急性単純性尿路感染症の原因菌で最も頻度が高く検出されるのはどれか。
急性単純性尿路感染症の原因菌で最も頻度が高く検出されるのはどれか。
- ⑴ Enterococcus faecalis腸球菌は複雑性の尿路感染症やカテーテル留置中の感染で問題になります。単純性の感染で最も多い菌ではありません。
- ⑵ Escherichia coli腸内に常在する大腸菌が尿道から上行して起こるため、急性単純性尿路感染症の原因菌の7割から9割を占めます。
- ⑶ Klebsiella pneumoniae肺炎桿菌も尿路感染症を起こしますが、頻度は大腸菌よりかなり低く、複雑性の感染で目立ちます。

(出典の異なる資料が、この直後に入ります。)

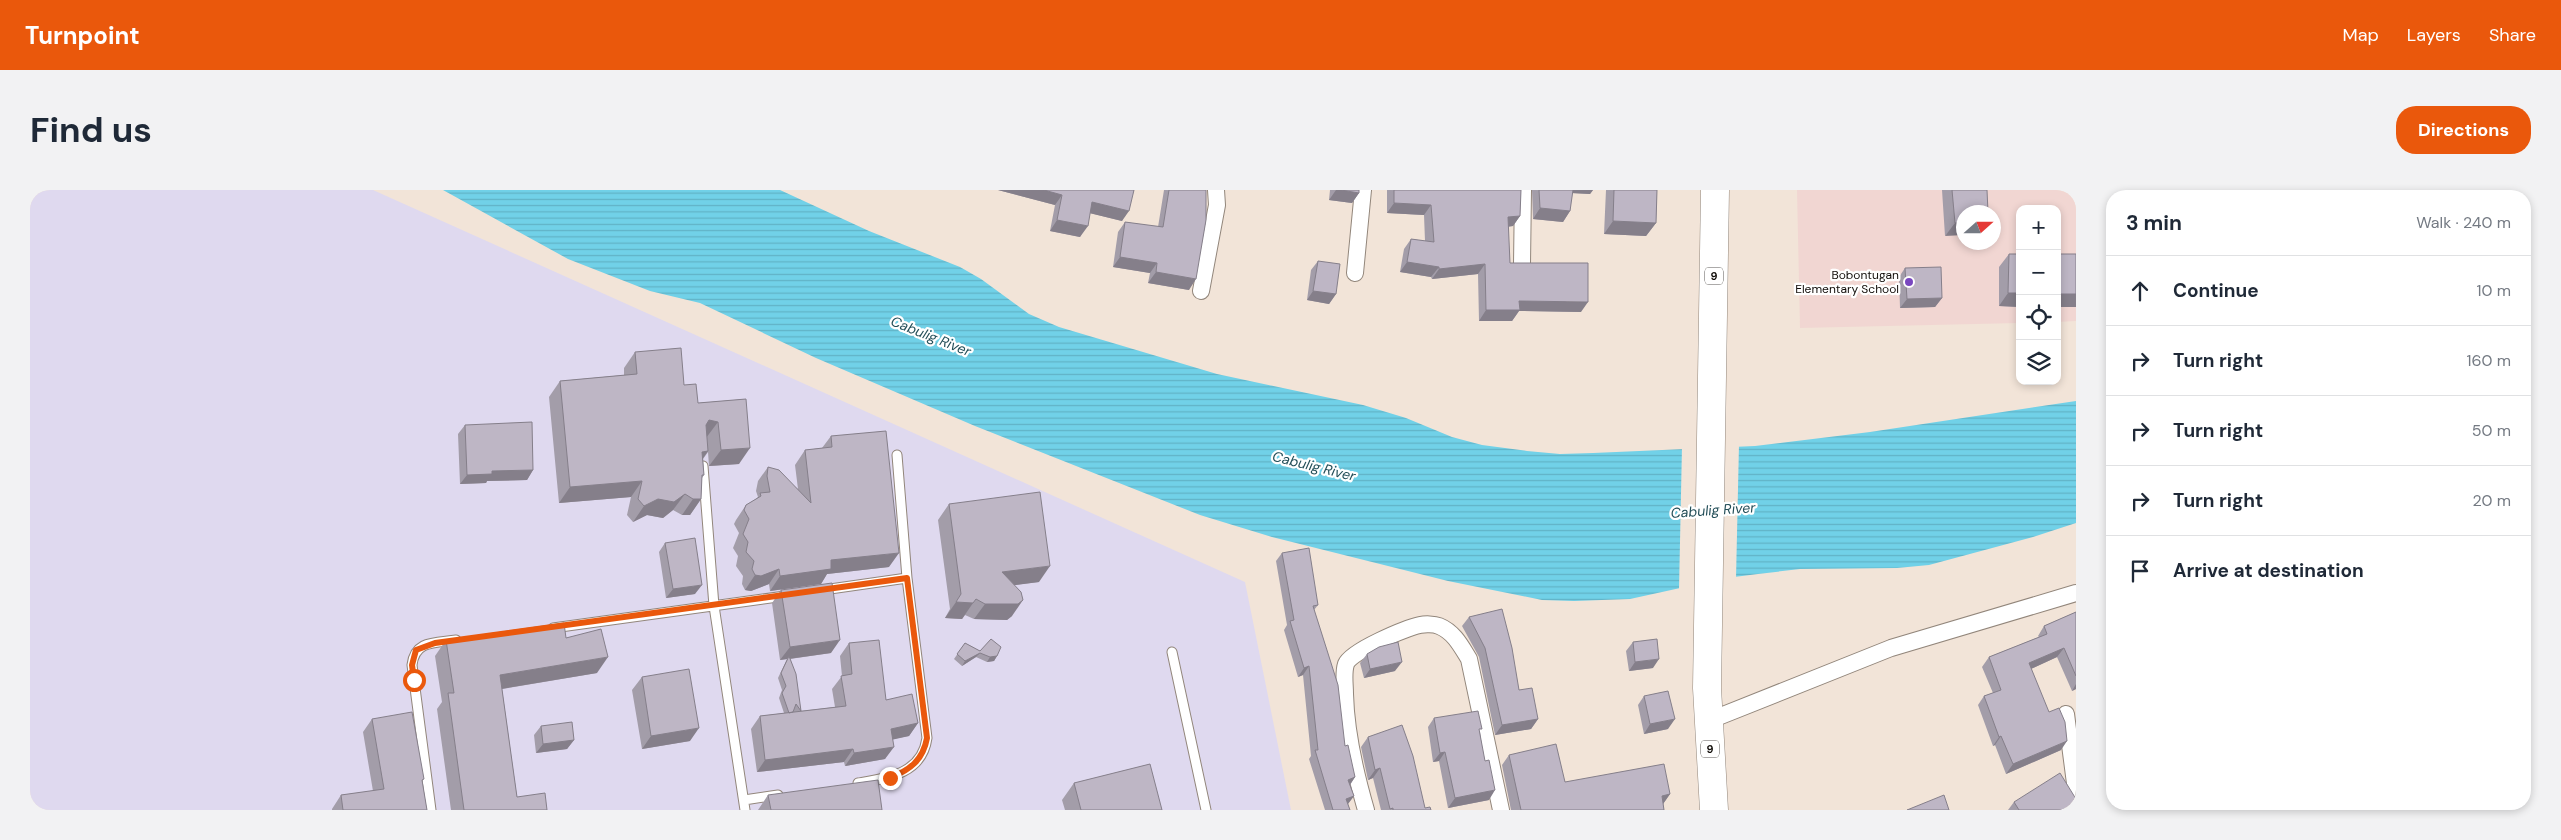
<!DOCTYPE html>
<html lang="en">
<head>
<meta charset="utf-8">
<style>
	:root { --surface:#fff; --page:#f2f2f3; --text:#1f2937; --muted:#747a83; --line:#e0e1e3; --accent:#ea580c }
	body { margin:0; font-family:"DM Sans",sans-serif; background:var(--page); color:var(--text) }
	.controls { position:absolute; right:15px; top:15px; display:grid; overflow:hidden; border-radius:10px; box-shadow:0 2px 8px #0003 }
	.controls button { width:45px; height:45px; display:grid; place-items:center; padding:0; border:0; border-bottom:1px solid var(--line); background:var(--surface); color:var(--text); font:25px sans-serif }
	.compass { position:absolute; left:1926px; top:15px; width:45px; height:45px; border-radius:50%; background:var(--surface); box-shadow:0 2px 8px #0003; rotate:69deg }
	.stop { position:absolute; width:15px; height:15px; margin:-11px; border:4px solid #ea580c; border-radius:50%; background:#fff }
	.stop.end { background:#ea580c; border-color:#fff; box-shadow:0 1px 5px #0008 }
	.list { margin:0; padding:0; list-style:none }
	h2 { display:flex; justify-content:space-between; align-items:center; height:65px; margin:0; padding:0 20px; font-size:21px }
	h2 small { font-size:16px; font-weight:400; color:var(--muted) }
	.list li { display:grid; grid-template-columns:32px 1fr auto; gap:15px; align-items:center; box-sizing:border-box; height:70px; padding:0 20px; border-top:1px solid var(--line) }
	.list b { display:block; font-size:19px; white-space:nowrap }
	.list em { font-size:16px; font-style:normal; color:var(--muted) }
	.icon { flex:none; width:28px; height:28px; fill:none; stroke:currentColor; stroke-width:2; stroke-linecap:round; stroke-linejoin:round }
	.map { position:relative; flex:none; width:2046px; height:620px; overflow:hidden; border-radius:20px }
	header { display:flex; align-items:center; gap:30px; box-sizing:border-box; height:70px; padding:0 25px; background:var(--accent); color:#fff }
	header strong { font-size:24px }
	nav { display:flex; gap:28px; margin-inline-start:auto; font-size:18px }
	.intro { display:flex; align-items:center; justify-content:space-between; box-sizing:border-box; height:120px; padding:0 30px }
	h1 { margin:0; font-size:35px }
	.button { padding:12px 22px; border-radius:20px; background:var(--accent); color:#fff; font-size:18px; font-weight:700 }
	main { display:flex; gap:30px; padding:0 30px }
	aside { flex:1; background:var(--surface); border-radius:20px; box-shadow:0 2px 8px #0003 }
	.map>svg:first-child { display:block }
	.industrial { fill:#dfd9ef }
	.education { fill:#f1d6d2; fill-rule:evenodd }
	.water { fill:url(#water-rules) }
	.pier { fill:#f2e4d8 }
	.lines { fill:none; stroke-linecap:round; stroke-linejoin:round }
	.service-casing { stroke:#92867b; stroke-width:11 }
	.minor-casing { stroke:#92867b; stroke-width:18 }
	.trunk-casing { stroke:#92867b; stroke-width:29 }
	.service { stroke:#fff; stroke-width:9 }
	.minor { stroke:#fff; stroke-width:16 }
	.trunk { stroke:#fff; stroke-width:28 }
	.wall { fill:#a39da9 }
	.shaded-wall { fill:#857f8a }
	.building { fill:#beb6c5; stroke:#857f8a }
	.route { stroke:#ea580c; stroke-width:6 }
	.poi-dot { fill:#7947bf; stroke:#fff; stroke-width:2 }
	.labels { text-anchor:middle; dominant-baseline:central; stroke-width:4.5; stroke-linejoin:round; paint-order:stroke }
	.shield { fill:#fff; stroke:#585552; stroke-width:1 }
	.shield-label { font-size:11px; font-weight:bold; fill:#100c08 }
	.poi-label { font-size:12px; fill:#100c08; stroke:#fff; text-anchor:end }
	.water-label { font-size:14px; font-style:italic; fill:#234e58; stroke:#fff }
</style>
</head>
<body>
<header>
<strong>Turnpoint</strong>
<nav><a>Map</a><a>Layers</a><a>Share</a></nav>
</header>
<div class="intro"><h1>Find us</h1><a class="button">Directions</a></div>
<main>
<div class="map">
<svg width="2046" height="620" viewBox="0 0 2046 620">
	<defs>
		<pattern id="water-rules" width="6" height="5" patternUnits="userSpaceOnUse" patternTransform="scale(1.25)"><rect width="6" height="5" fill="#71d1e8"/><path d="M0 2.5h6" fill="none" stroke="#61b2c6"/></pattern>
	</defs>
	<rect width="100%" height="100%" fill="#f2e4d8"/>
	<path class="industrial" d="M17 0H343L1215 392 1261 620H0V2Z"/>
	<path class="education" d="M1767 0H2046V131L2027 132V19H1990V133L1770 138ZM1934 22H1964V52H1934Z"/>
	<path class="water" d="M413 0H750L839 41 930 77 951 89 999 124 1029 137 1187 184 1333 215 1376 228 1422 247 1452 255 1497 261 1530 264 1563 263 1725 256 1840 242 2046 211V333L2003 347 1899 375 1867 378 1770 379 1728 384 1696 388 1600 409 1544 411 1512 410 1418 391 1242 347 1170 325 945 236 786 168 670 113 620 101 538 69Z"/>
	<path class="pier" d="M1709 254 1706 389 1649 400 1652 256Z"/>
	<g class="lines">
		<g class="service-casing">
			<path id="service" d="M867 265 877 388
				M673 276 684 416 715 620
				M793 400 877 388 897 548C892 584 858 588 828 593
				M523 438 755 406
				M1142 462 1176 620
				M714 610 748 605
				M401 620 382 475C385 450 405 453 426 450"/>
		</g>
		<g class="minor-casing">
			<path id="minor" d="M1492 74 1493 0
				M1325 83 1333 0
				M1171 101 1187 15 1186 0
				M2036 524 2046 601
				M1678 531 1861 458 2046 403
				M1336 620C1325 582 1316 544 1315 504 1315 494 1313 483 1316 474 1321 461 1376 438 1390 435 1395 434 1404 434 1409 436 1424 442 1431 456 1439 469L1471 620"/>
		</g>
		<g class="trunk-casing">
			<path id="trunk" d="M1684 620 1677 498 1685 0"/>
		</g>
		<use href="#service" class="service"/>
		<use href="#minor" class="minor"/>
		<use href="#trunk" class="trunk"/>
	</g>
	<path class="wall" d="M968 0H1104L1092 31 1060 23 1050 47 1020 41 1025 15Z
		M1134 0H1176L1159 100 1118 93 1120 83 1083 77 1088 42 1095 32 1128 37Z
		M1300 0H1329V3L1322 13 1299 10Z
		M1357 0H1491L1490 26 1483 36 1478 37 1480 73 1551 122 1489 121 1482 131H1449L1448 84 1402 89 1401 87 1370 82 1374 59 1381 49 1395 51 1394 25 1357 23Z
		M1502 0H1563L1560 4 1542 3 1540 21 1533 32 1503 29Z
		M1576 0H1627L1626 33 1616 46 1574 44Z
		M1912 0H1957L1915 46Z
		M1979 64H1990V117L1969 116V77Z
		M1288 71 1306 104 1299 114 1277 110 1281 80Z
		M1875 78 1912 108 1905 117 1870 118 1869 87Z
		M605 162 654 195 668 213 716 209 709 274 679 276 678 262 673 269 674 285 672 288 671 309 660 325H652L643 320 633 328 617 325 603 332 597 325 601 307 529 313 519 207 530 191 594 185V178Z
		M435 235 503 280 497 290 457 291 456 293 430 294 428 244Z
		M801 246 859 377 797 384 791 394 740 401 739 394 721 401 715 400 712 394 713 386 706 376 708 366 703 358 709 343 704 334 706 330 716 315 726 309 728 307 726 301 728 291 738 277 768 299 765 275 775 260 792 258Z
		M919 314 1009 392 984 395 982 426 977 430 944 429 935 425 932 429 915 428 920 419 908 330Z
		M635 353 665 404 636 408 629 362Z
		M1252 363 1288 415 1284 420 1315 556 1325 587 1320 595 1324 606 1318 614 1320 620H1295L1279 569 1281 566 1273 485 1268 487 1254 440 1257 435 1246 371Z
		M751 400 801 463 760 469 771 521 805 517 802 499 812 486 810 466 819 453 856 510 888 533 879 546 863 549 855 569 815 576 814 572 727 582 721 539 730 526 754 523 749 508 752 500 748 488 757 469 750 470 742 413Z
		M2046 422V499L2042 501 2027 467 2001 479 2031 560 1976 584 1965 555 1963 556 1948 515 1954 506 1963 503 1952 477 1959 467 2009 447 2008 446 2014 436Z
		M1439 427 1489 500 1508 529 1501 539 1465 545 1449 467 1432 436Z
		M536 448 567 483 472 499 487 607 517 620H421L407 519 412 512 405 466 416 450Z
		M1603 452 1623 478 1599 481 1596 461Z
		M935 453 950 461 967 466 964 471 957 472 946 467 932 476 924 469Z
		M1337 464 1365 481 1334 488 1330 473Z
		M612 487 660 551 612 559 602 500Z
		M1614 506 1638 539 1614 544 1608 515Z
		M1404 528 1450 542 1459 610 1418 618 1409 571 1403 572 1398 537Z
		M342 529 392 592 397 620H302V619L311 605 343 601 333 542Z
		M511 536 544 550 537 559 506 563 504 545Z
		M1338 547 1395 618 1401 620H1351L1343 588 1338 590 1331 557Z
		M1479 565 1535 592 1640 604 1633 614 1634 620H1481L1472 575Z
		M1044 593 1132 620H1035L1032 610Z
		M738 605 852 620H728Z
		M1984 612 2046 620H1978Z"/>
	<path class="shaded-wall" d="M968 0H1014L1032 5 1025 15Z
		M1306 0H1311L1329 3 1322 13 1299 10Z
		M1543 0H1563L1560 4 1541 3Z
		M1062 12 1099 21 1092 31 1055 22Z
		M1364 13 1401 15 1394 25 1357 23Z
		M1510 18 1540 21 1533 32 1503 29Z
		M1490 26 1483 36 1471 37 1478 27Z
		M1027 30 1058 36 1050 47 1020 41Z
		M1583 31 1626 33 1616 46 1574 44Z
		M1934 32V45L1915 46 1925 33Z
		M1090 67 1127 73 1120 83 1083 77Z
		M1377 72 1409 77 1401 87 1370 82Z
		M1455 74 1448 84 1402 89 1409 79Z
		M1126 82 1166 89 1159 100 1118 93Z
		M1283 101 1306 104 1299 114 1277 110Z
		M1978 103H1990V117L1969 116Z
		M2027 104H2046V117H2027Z
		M1912 108 1905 117 1870 118 1877 109Z
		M1489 111 1558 112 1551 122 1489 121 1482 131H1449L1456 120Z
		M679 230 688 232 676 248 668 246Z
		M720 258 709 274 679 276 691 260Z
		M678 261 667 277 672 262Z
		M503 280 497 290 457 291 456 293 430 294 437 285 462 281Z
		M612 291 601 307 529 313 540 297Z
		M655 304 643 320 633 328 617 325 603 332 614 316 628 309Z
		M663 309H671L660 325H652Z
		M869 363 859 377 797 384 791 394 740 401 750 386 801 370Z
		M1020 376 1009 392 961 398 972 382Z
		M749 379 739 394 721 401 715 400 725 385Z
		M672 395 665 404 636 408 643 399Z
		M993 410 982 426 977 430 944 429 955 414Z
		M926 412 943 413 932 429 915 428Z
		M810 450 801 463 758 469 759 466 757 469 750 470 760 457Z
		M2034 458 2027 467 1992 483 1999 473Z
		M950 463 946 467 932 476 935 471Z
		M967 466 964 471 957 472 960 467Z
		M578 467 567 483 459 501 470 485Z
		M1629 469 1623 478 1599 481 1605 472Z
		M1372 472 1365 481 1334 488 1340 479Z
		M1279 476 1273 485 1268 487 1274 478Z
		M2046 494V499L2042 501Z
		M1508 529 1501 539 1465 545 1472 535Z
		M1645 529 1638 539 1614 544 1620 534Z
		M888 533 879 546 852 552 861 539Z
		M669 538 660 551 612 559 621 546Z
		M1971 546 1965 555 1963 556 1969 547Z
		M544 550 537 559 506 563 513 554Z
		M2037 551 2031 560 1976 584 1983 574Z
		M864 557 855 569 815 576 824 563Z
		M823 559 814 572 727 582 735 570Z
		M1415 562 1409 571 1403 572 1410 563Z
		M1350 578 1343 588 1338 590 1345 580Z
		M1325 587 1319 596 1318 590Z
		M1465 600 1459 610 1418 618 1425 608Z
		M1640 604 1633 614 1632 606Z
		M1324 606 1317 615 1316 609Z"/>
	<path class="building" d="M1014 0H1104L1099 21 1062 12 1058 36 1027 30 1032 5Z
		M1139 0H1176V30L1166 89 1126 82 1127 73 1090 67 1095 32 1133 37Z
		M1311 0H1329V3Z
		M1364 0H1491L1490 26 1478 27 1480 73H1558V112L1489 111 1490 120H1456L1455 74 1409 79V77L1377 72 1381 49 1404 52 1401 15 1364 13Z
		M1509 0H1543L1540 21 1510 18Z
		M1584 0H1627L1626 33 1583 31Z
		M1922 0H1957L1958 22H1934V32L1925 33Z
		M1979 64H1990V103H1978Z
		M2027 64H2046V104H2027Z
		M1288 71 1310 74 1306 104 1283 101Z
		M1911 77 1912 108 1877 109 1875 78Z
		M651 158 654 195 666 194 668 213 716 209 720 258 691 260 688 232 679 230 676 235 678 261 672 262 674 285H672L671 309H663L655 304 644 312 628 309 614 316 608 309 612 291 540 297 530 191 607 184 605 162Z
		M502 232 503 280 462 281V284L437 285 435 235Z
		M856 241 869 363 801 370V379L750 386 749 379 731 386 725 385 722 379 724 371 716 362 718 352 713 344 719 329 714 320 716 315 731 306 730 303 740 302 737 286 738 277 749 280 781 313 775 260 802 257 801 246Z
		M1010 302 1020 376 972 382 991 402 993 410 988 414H955L946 409 943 413 926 412 931 404 919 314Z
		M665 348 672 395 643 399 635 353Z
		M1279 358 1288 415 1283 416 1308 495 1315 556 1318 555 1325 587 1318 590 1324 606 1316 609 1320 620H1303L1285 560H1288L1279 476 1274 478 1260 431 1264 430 1252 363Z
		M802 393 810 450 760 457 751 400Z
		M1472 419 1482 458 1489 500 1502 498 1508 529 1472 535 1455 458 1439 427Z
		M2046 422V486L2034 458 1999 473 2019 522 2029 518 2035 532 2037 551 1983 574 1971 546 1969 547 1954 506 1971 500 1959 467 2017 444 2014 436Z
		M534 433 536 448 571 439 578 467 470 485 487 607 515 603 517 620H434L418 503H424L416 450Z
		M961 449 971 457 967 466 960 467 950 463 935 471 927 464 935 453 950 461Z
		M1627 449 1629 469 1605 472 1603 452Z
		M849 450 856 510 882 504 888 533 861 539 864 557 824 563 823 559 735 570 730 526 816 516 811 486 822 484 819 453Z
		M1368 452 1372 472 1340 479 1337 464 1349 457Z
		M759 466 766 484 771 521 766 514 763 522 759 523 752 503 756 496 751 483Z
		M659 479 669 538 621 546 612 487Z
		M1638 501 1645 529 1620 534 1614 506Z
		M1448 521 1452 539H1449L1455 571 1459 570 1465 600 1425 608 1415 562 1410 563 1404 528Z
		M382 522 394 589 392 590 397 620H313L311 605 354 599 342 529Z
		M542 532 544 550 513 554 511 536Z
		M1372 535 1383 566 1395 618 1400 617 1401 620H1363V618L1360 619 1350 578 1345 580 1338 547Z
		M1526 554 1535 592 1634 574 1640 604 1632 606 1634 620H1491L1479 565Z
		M1120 574 1132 620H1051L1044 593Z
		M2030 583 2046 609V620H1989L1984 612Z
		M848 590 852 620H741L738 605Z
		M1914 605 1919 620H1877Z"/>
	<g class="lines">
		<path class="route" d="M384 490 382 475 386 460 405 453 877 388 897 548C893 570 880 580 860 588"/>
	</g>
	<circle class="poi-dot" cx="1879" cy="92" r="5"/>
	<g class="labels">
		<g class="shield">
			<rect x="1675" y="77.5" width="18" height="17" rx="4"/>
			<rect x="1671" y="550.5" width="18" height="17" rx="4"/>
		</g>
		<g class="shield-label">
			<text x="1684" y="86">9</text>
			<text x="1680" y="559">9</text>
		</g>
		<g class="poi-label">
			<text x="1869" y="85">Bobontugan<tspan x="1869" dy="14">Elementary School</tspan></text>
		</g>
		<g class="water-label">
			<text transform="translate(901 146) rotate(22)">Cabulig River</text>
			<text transform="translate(1284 276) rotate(14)">Cabulig River</text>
			<text transform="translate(1683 320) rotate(-4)">Cabulig River</text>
		</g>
	</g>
</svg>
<div class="controls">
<button>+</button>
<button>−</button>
<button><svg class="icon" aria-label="locate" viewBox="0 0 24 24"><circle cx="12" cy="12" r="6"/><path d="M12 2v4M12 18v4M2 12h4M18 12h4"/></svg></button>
<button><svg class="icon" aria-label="layers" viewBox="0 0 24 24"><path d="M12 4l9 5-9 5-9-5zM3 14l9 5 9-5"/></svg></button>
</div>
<svg class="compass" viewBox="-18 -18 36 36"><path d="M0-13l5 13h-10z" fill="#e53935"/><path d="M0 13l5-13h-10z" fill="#747a83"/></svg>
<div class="stop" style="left:384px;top:490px"></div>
<div class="stop end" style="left:860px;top:588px"></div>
</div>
<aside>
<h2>3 min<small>Walk · 240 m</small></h2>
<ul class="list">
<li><svg class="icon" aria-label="ahead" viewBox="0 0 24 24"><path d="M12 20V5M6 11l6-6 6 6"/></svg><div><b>Continue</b></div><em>10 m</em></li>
<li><svg class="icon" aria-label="right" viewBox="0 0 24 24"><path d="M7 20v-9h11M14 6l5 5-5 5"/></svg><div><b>Turn right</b></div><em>160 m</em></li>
<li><svg class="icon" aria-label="right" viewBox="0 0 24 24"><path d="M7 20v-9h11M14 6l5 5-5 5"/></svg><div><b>Turn right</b></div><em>50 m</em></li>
<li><svg class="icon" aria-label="right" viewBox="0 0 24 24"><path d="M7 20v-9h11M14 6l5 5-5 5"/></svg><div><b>Turn right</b></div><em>20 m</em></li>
<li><svg class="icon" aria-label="arrive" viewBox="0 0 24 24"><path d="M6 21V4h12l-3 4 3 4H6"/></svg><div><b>Arrive at destination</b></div></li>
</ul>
</aside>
</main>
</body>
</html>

- ⑷ Proteus mirabilisプロテウス属は尿素を分解して尿をアルカリ性にし、結石を伴う感染で問題になります。単純性の感染では頻度が低いです。
- ⑸ Staphylococcus epidermidis表皮ブドウ球菌は皮膚の常在菌で、採尿時の汚染菌として検出されることが多い菌です。主要な原因菌ではありません。
解説
正解は⑵です。急性単純性尿路感染症は、基礎疾患やカテーテルなどの要因がない方に起こる感染で、原因菌の7割から9割を大腸菌が占めます。腸内に常在する菌が会陰から尿道へと上行して膀胱に達するためで、女性に多くみられます。ほかの選択肢は複雑性の尿路感染症や、カテーテルの留置、抗菌薬の使用歴がある場合に増える菌です。肺炎桿菌やプロテウス属も尿路感染症を起こしますが頻度は低く、腸球菌や表皮ブドウ球菌は複雑性の感染や汚染菌として問題になります。